First, we talked with the kids about how much money they thought each family would spend on groceries each week (the guesses varied widely!)

Then we played with a scenario – ‘imagine someone told you they were going to make potato chips, and they were going to use the cheapest potatoes they could and palm oil too, because it made the most tasty chips. Then another person told you they were going to source potatoes from a local chemical free farmer, and make potato chips with locally pressed olive oil’. BUT both packets were called ‘Crispy potato chips – from the farm to you!’.

How could the kids know the difference when they were buying chips? We discussed how some people truly would not care which they bought, as long as it was the cheapest….but that if the kids did care (and they all did), how the way they spend their money is a VOTE for the way a manufacturer runs their operations, for better or for worse.

We were ready for our first part of our trial – shopping the way we ‘usually’ do

To start our session, we asked the kids to do some shopping using the processes they usually do when shopping with the family – which could be price, packaging, shape, country of manufacture, because it looks nice, because they have ‘heard of it’, or simply because that is what they always get.

They chose which of our local ‘big’ supermarkets to go to – the kids chose Coles. Each of three groups of kids then chose a product type – I let them chose whatever they wanted. One group chose cereal, another chocolate, and another soft drink. Then we went to Coles and bought an example of their product based on ‘how they usually shop’.

Now it gets interesting – Investigating our ‘usual’ shopping decisions!

We adjourned to a local cafe for a drink and to get stuck into the RESEARCH about the products we had just purchased using our ‘usual’ choosing methods!

This is where the Ethical Shopping booklets are so great – we looked up each of the products the kids had purchased, and could see how they were rated in terms of a whole manner of things – business practices, food miles, dodgy marketing and heaps more. The kids wrote down what rating their product was given and why.

The kids then listed some of the things that company did well (if any) and some of the business practices they had received criticism for. We were a bit shocked at the bad ratings two of the products had! But the third one was actually very good.

We looked up the Ethical Rating for the supermarkets themselves – oops – we decided we’d go to the IGA next time!

Can we ‘vote’ for better products if we know a bit more?

Next, the kids looked for other products in the same category in the Guide, and tried to work out which was going to be their BEST choice, based on the rating system of the Ethical Shopping Guide. They wrote down some of the things those ‘better choice products’ had received praises or criticisms for. We discussed how, for some products, there is actually no choice that rates above a C – not so great….but there is simply nothing available that is any better.

Before we headed back to the shop to make a new purchase based on our new knowledge, we introduced the kids to the Ethical Shopping app – wow – everyone should download it (it’s a once off $4.95 and worth every cent – Android and iPhone)! You simply scan the barcode of a product, and it will pop up the rating for that product and company without any searching in the book required – it’s really awesome!

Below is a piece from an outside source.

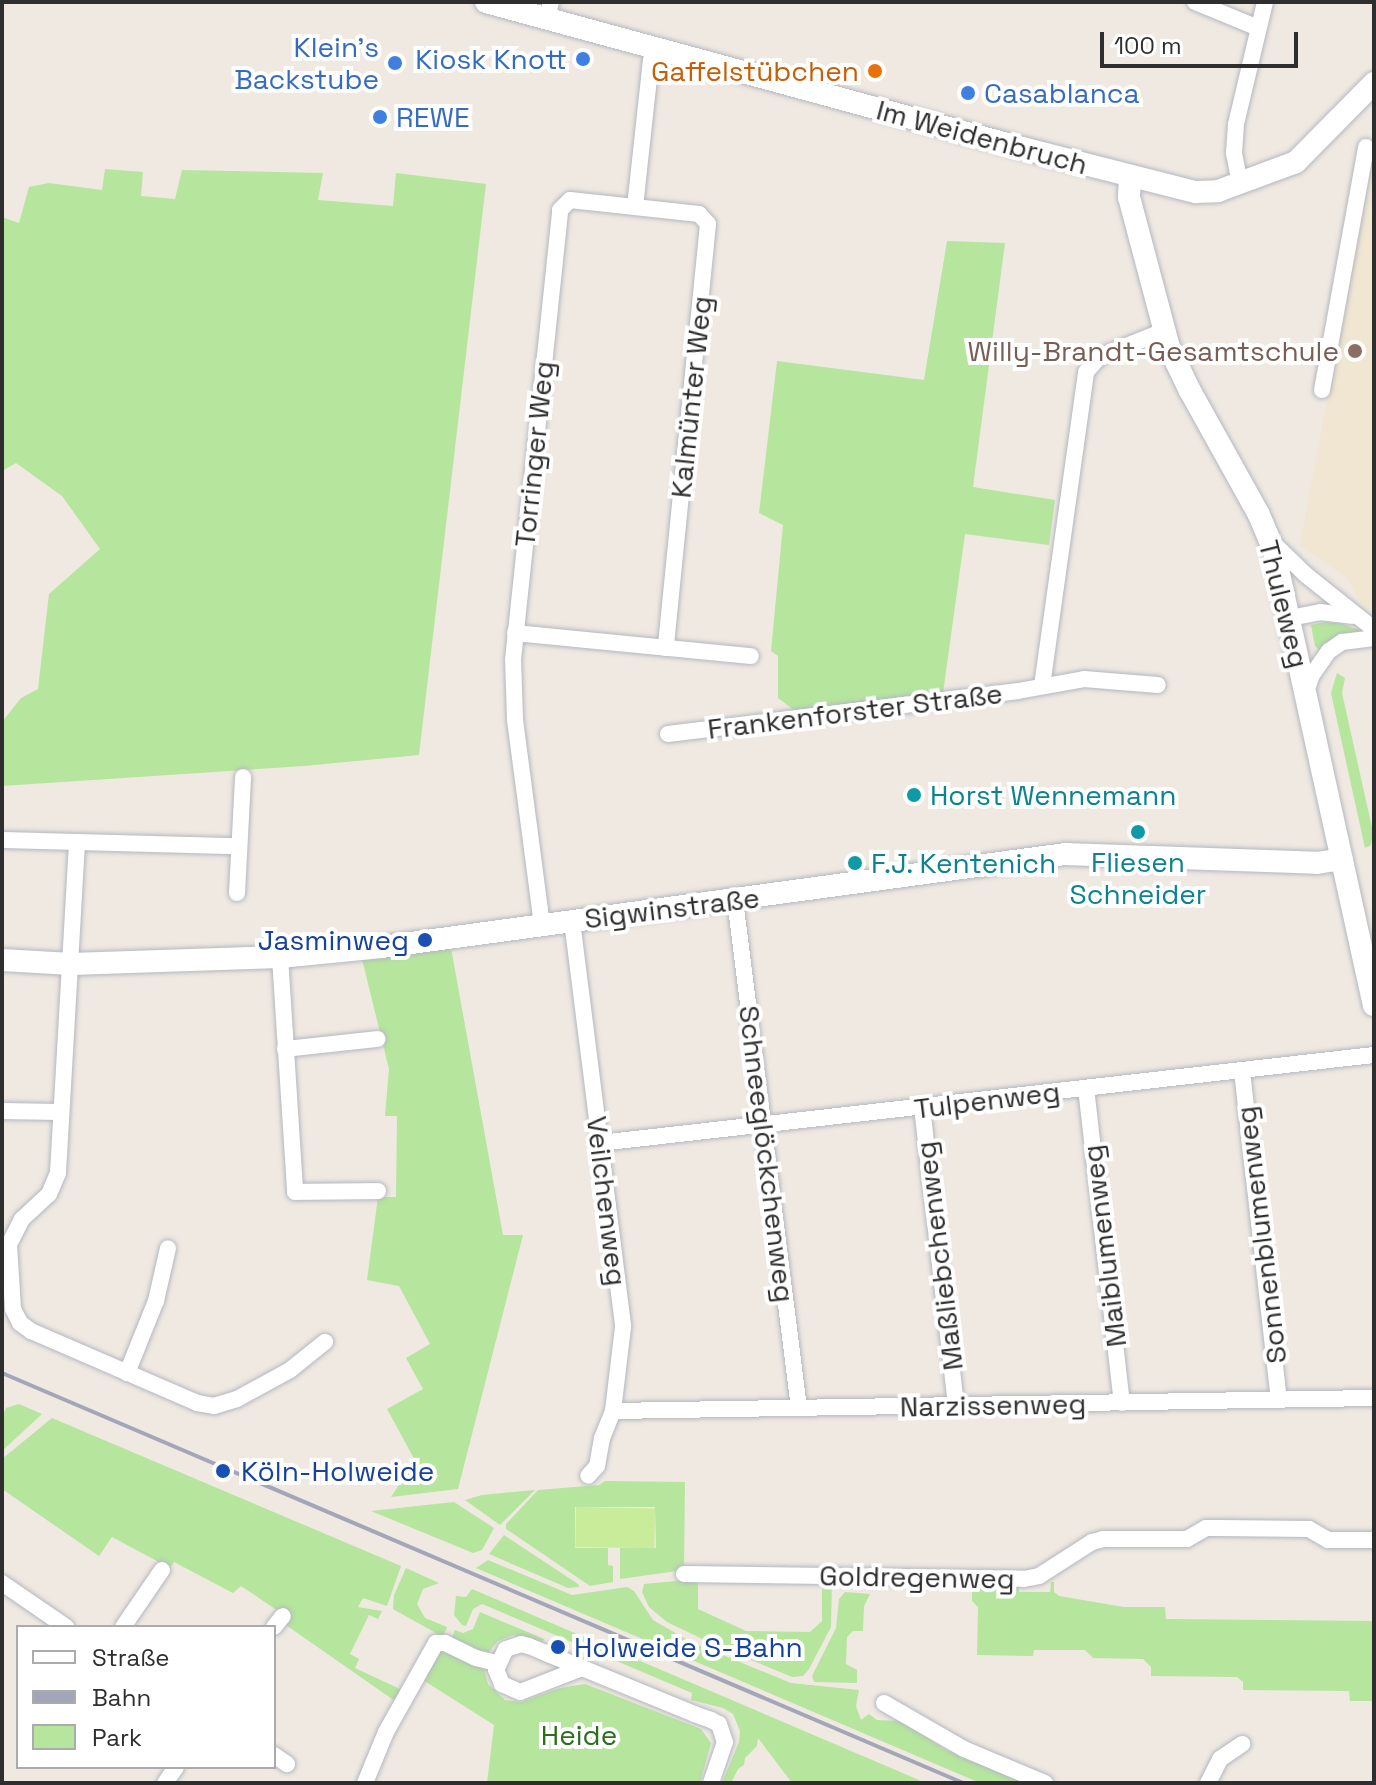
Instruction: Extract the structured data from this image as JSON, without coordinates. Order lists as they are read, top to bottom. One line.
{"streets":{"street":["Im Weidenbruch","Kalmünter Weg","Torringer Weg","Thuleweg","Frankenforster Straße","Sigwinstraße","Tulpenweg","Schneeglöckchenweg","Veilchenweg","Sonnenblumenweg","Maiblumenweg","Maßliebchenweg","Narzissenweg","Goldregenweg"]},"crossings":[["Im Weidenbruch","Thuleweg"],["Kalmünter Weg","Torringer Weg"],["Torringer Weg","Sigwinstraße"],["Thuleweg","Frankenforster Straße"],["Thuleweg","Sigwinstraße"],["Sigwinstraße","Schneeglöckchenweg"],["Sigwinstraße","Veilchenweg"],["Tulpenweg","Schneeglöckchenweg"],["Tulpenweg","Veilchenweg"],["Tulpenweg","Sonnenblumenweg"],["Tulpenweg","Maiblumenweg"],["Tulpenweg","Maßliebchenweg"],["Schneeglöckchenweg","Narzissenweg"],["Veilchenweg","Narzissenweg"],["Sonnenblumenweg","Narzissenweg"],["Maiblumenweg","Narzissenweg"],["Maßliebchenweg","Narzissenweg"]],"parks":["Heide"],"places":["Kiosk Knott","Klein's Backstube","Gaffelstübchen","Casablanca","REWE","Willy-Brandt-Gesamtschule","Horst Wennemann","Fliesen Schneider","F.J. Kentenich","Jasminweg","Köln-Holweide","Holweide S-Bahn"],"legend":["Straße","Bahn","Park"],"scale_bar":"100 m"}
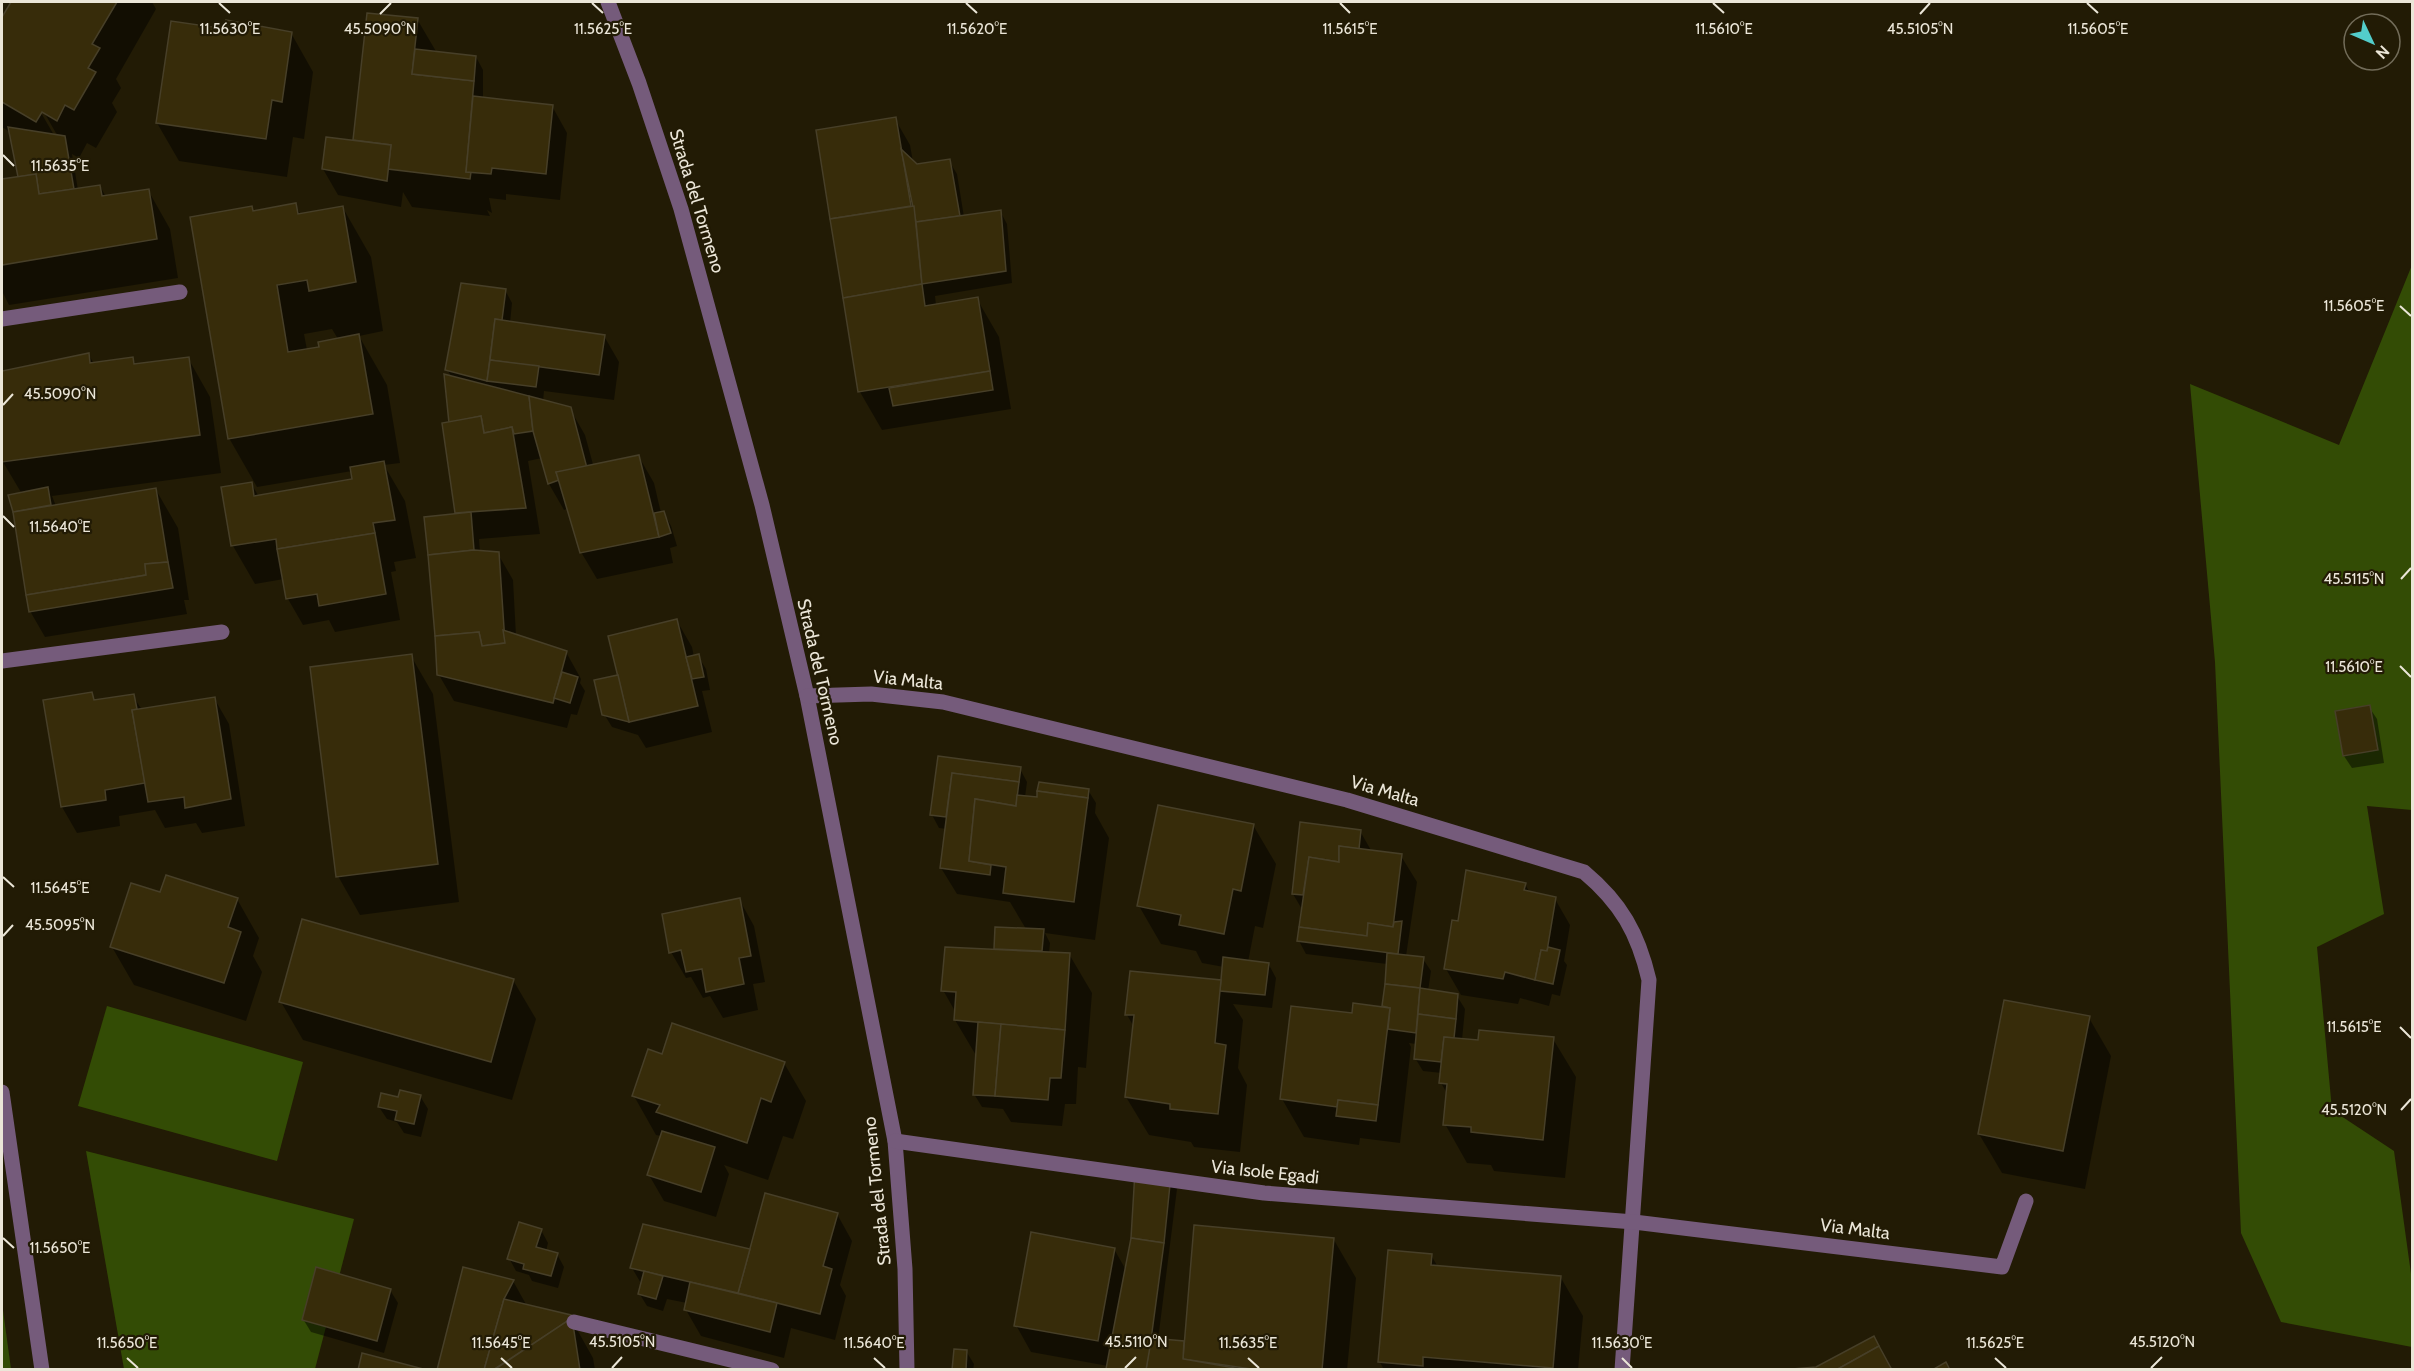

So – BACK we went to the supermarket, spent ages scanning bar codes for all sorts of things (it is so much fun and so interesting). And finally, the kids chose a product from the same category again, but based on what they had learned from the book, our discussion, and the Ethical Shopping app….and their choices were quite different.

What the kids learned

The kids were truly engaged in the shopping tour – they asked great questions and were really  fascinated to find out the facts behind the brands (as was I). Some of the things they found particularly interesting were:

– how some products have a good rating in one area an a bad one in another – so you have to make your own choices too, based on what values are more important to you. Eg. if you had only two choices, would you rather buy something Australian made with bad packaging or made overseas with good packaging? It’s not always black and white!

– That there are a HUGE amount of factors to consider behind each product, business, and manufacturing process – from child labour, to food miles, to chemically intensive processes. And that if you don’t dig deeper than the branding and marketing from the brand, it’s really hard to find out about any of it.

– We talked a lot about how there are actually not many ‘good’ options for many supermarket products….and that sometimes the easiest way to ‘vote’ with our shopping money for the things we care about, is to buy things that are locally made or grown  by small companies, where you can see how they run their business first hand.

Happy ethical shopping with your new Ethical Shopping Guide and App everyone!